Google is moving toward a future where its Gemini AI models and Veo video-generating models work more closely together. In a recent appearance on Possible, a podcast co-hosted by LinkedIn co-founder Reid Hoffman, Google DeepMind CEO Demis Hassabis said the company plans to eventually combine the two model families.
The stated reason is practical: Google wants Gemini to better understand the physical world. For a company building toward a universal digital assistant, that means models need to process more than text. They need to work across images, video, audio, and other forms of media in ways that support real-world help.
Why Gemini and Veo Fit Into the Same AI Roadmap
Hassabis described Gemini as a foundation model that was designed to be multimodal from the beginning. That design choice matters because Google's vision is not limited to a chatbot that answers written questions. The company is aiming at an assistant that can operate with a richer view of the world around the user.
In Hassabis' words: "We've always built Gemini, our foundation model, to be multimodal from the beginning." He connected that approach to "this idea of a universal digital assistant," one that "actually helps you in the real world."
Veo adds another piece to that direction because it is built around video generation. If video models can learn patterns about motion, objects, and cause and effect, then combining that capability with Gemini could give the broader system a stronger grasp of how things behave outside a text prompt.
The Physical World Is the Key Goal
The clearest point from Hassabis was not simply that Google wants bigger AI models. It is that Google wants models with a better model of physical reality. Video is central to that ambition because it contains movement, timing, spatial relationships, and visible outcomes.
Hassabis said Veo 2 can learn about physics by watching YouTube videos. His explanation was direct: "Basically, by watching YouTube videos — a lot of YouTube videos — [Veo 2] can figure out, you know, the physics of the world."
That framing helps explain why Gemini and Veo are complementary. Gemini is the broad foundation model. Veo is a video-generating model. A future system that combines them could use video understanding to support the wider assistant experience Google has described.
AI Models Are Moving Toward More Media Types
The source article places Google's plans inside a wider AI industry shift toward models that can understand and synthesize many forms of media. These are sometimes described as "omni" models: systems that can work across text, images, audio, video, and other inputs or outputs.
Google's newest Gemini models can generate audio as well as images and text. OpenAI's default model in ChatGPT can now create images, including Studio Ghibli-style art. Amazon has also announced plans to launch an "any-to-any" model later this year.
The common thread is that major AI systems are becoming less tied to a single format. A model that only handles text has limits. A model that can handle text, image, audio, and video can be positioned as a more general assistant, creator, and interface.
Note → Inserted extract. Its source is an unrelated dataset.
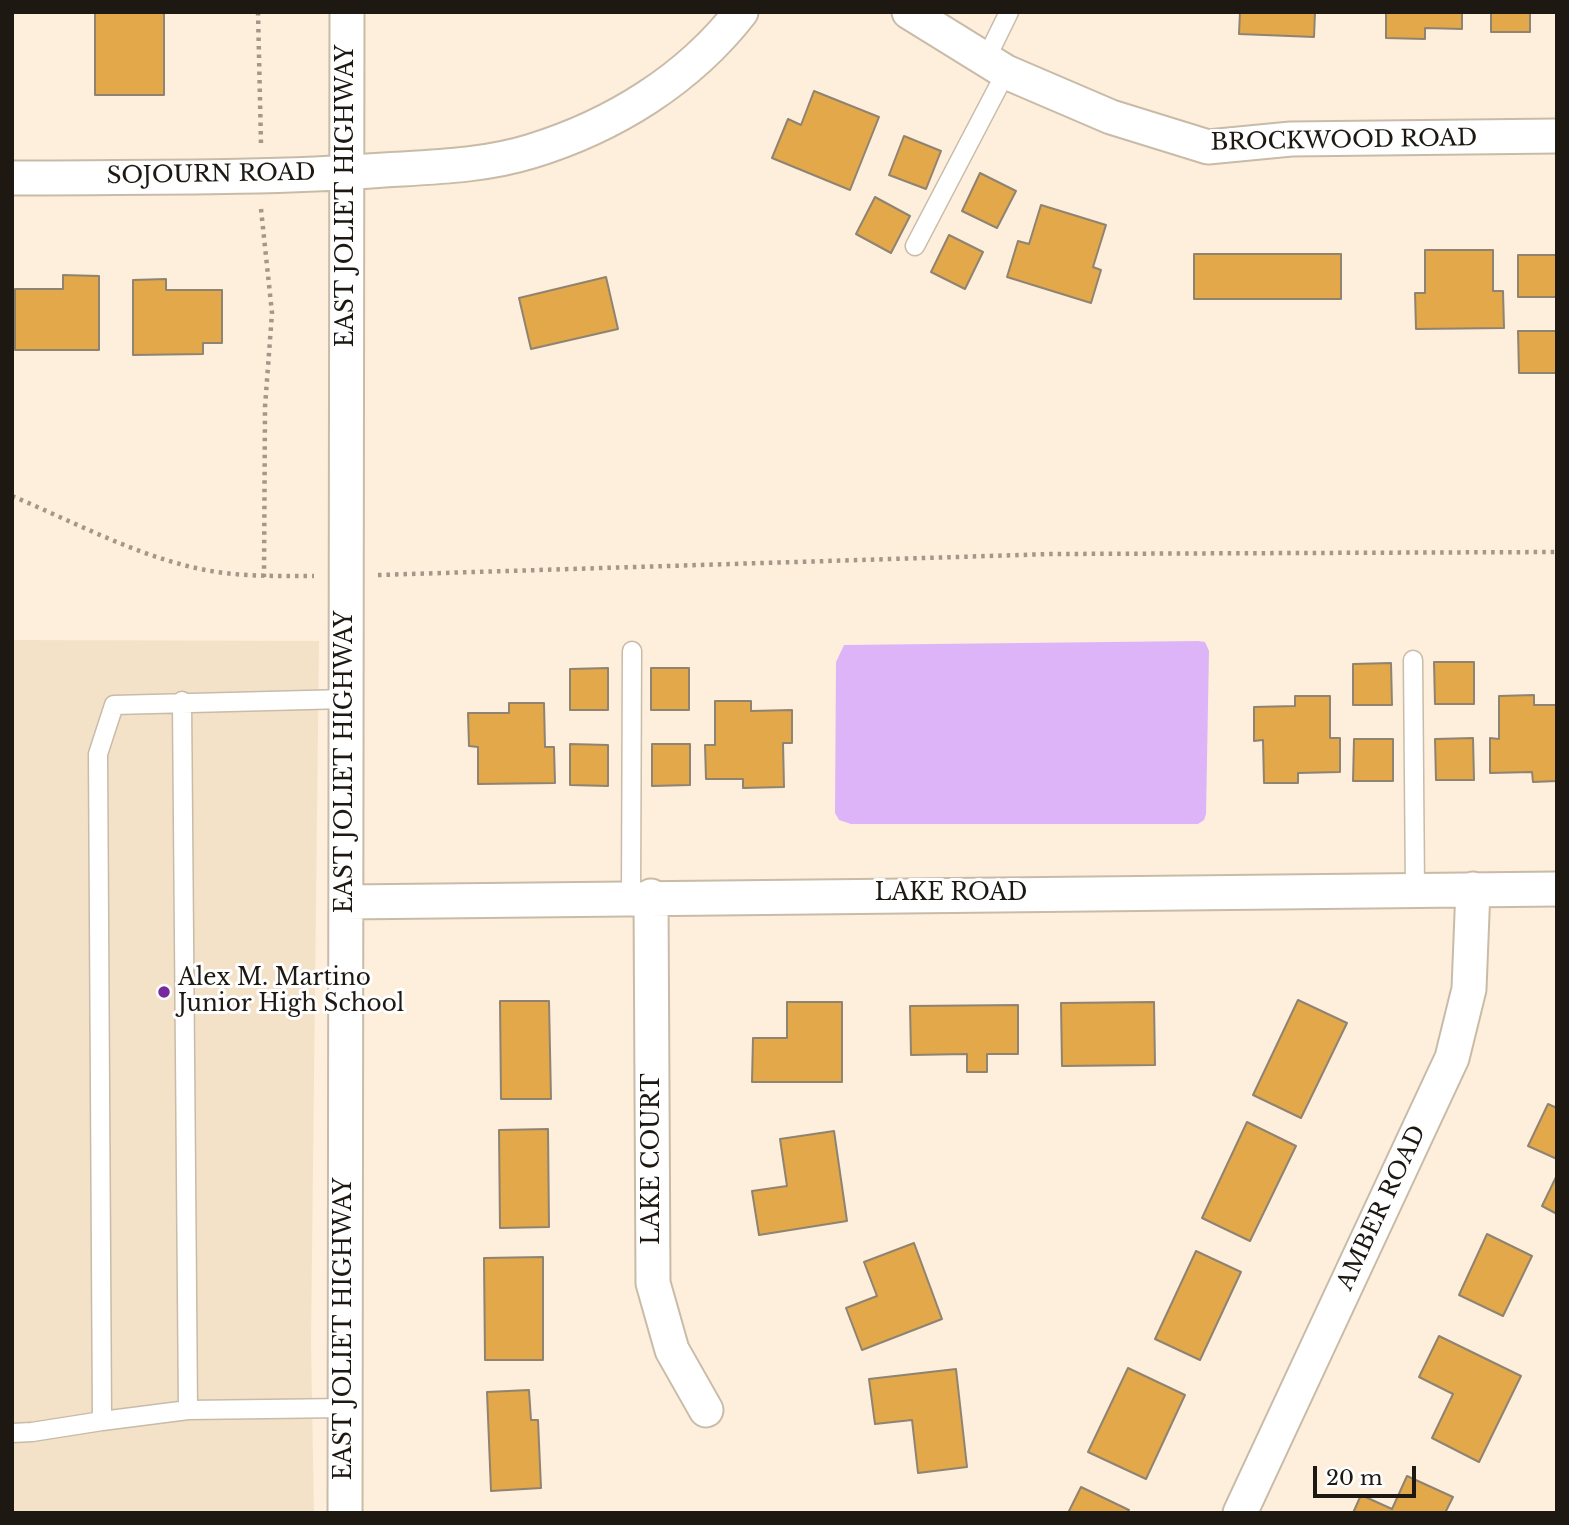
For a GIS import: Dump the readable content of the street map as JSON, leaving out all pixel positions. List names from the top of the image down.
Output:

The Data Question Behind Multimodal AI
These broader models require large amounts of training data across media types. The source article lists images, videos, audio, text, and more as part of the training mix needed for omni models.
Hassabis implied that Veo's video data comes mostly from YouTube, which Google owns. That matters because YouTube is a major source of video content inside Google's own ecosystem, and video is especially relevant to the physical-world understanding Hassabis described.
Google previously told TechCrunch that its models "may be" trained on "some" YouTube content, in accordance with its agreement with YouTube creators. The source article also says the company reportedly broadened its terms of service last year in part to tap more data for AI model training.
What to Watch Next
The important takeaway is that Google is not presenting Gemini and Veo as isolated projects. Hassabis' comments point to a longer-term plan in which the strengths of video generation and multimodal foundation models are brought together.
For users, the most visible result would not necessarily be a separate product called a Gemini-Veo hybrid. The bigger idea is a universal digital assistant with a stronger ability to interpret and act on real-world context. For Google, that means Gemini's future may depend partly on what Veo learns from video.
The details of how and when Google will combine Gemini and Veo were not provided in the source. But the direction is clear: the company sees video as a route to better physical-world understanding, and it sees multimodal AI as the foundation for assistants that do more than respond to text.